• Problem description:
Copy, from the listing, every line in which the string "Поделиться" is present.
-- Opening Marker --
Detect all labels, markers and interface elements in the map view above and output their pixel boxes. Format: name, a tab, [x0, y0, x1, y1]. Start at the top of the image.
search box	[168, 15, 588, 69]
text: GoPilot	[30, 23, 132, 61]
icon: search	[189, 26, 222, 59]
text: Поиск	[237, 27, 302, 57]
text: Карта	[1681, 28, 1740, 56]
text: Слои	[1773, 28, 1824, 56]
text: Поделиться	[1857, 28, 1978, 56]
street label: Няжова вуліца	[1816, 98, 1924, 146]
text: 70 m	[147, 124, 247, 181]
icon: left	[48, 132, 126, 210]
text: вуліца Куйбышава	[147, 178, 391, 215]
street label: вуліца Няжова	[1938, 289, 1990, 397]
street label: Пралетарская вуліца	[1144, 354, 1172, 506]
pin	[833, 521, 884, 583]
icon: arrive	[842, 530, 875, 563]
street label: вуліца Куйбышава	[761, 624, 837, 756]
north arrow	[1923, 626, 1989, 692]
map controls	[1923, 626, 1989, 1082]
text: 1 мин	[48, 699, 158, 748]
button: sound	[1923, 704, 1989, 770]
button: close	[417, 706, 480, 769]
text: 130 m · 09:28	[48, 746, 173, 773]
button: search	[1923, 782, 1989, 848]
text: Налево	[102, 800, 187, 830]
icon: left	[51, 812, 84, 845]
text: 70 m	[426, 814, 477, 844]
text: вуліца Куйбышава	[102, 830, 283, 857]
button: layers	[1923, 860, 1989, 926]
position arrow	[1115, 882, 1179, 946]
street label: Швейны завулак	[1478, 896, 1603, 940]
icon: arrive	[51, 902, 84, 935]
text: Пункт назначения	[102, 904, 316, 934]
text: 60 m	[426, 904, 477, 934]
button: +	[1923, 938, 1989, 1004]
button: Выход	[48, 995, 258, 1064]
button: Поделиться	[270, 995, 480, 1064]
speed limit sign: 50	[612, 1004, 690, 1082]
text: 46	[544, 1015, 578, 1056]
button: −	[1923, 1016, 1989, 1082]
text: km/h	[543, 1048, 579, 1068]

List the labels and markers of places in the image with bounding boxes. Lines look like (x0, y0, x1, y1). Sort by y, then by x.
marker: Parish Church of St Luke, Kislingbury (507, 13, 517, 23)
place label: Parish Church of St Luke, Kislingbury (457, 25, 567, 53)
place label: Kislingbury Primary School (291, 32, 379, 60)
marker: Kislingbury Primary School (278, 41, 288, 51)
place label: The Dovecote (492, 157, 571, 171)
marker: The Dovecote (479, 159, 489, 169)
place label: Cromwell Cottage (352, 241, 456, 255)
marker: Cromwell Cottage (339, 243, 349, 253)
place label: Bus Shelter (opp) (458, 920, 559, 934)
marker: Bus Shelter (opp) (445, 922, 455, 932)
-- Closing Marker --
• Exercise output:
text: Поделиться	[1857, 28, 1978, 56]
button: Поделиться	[270, 995, 480, 1064]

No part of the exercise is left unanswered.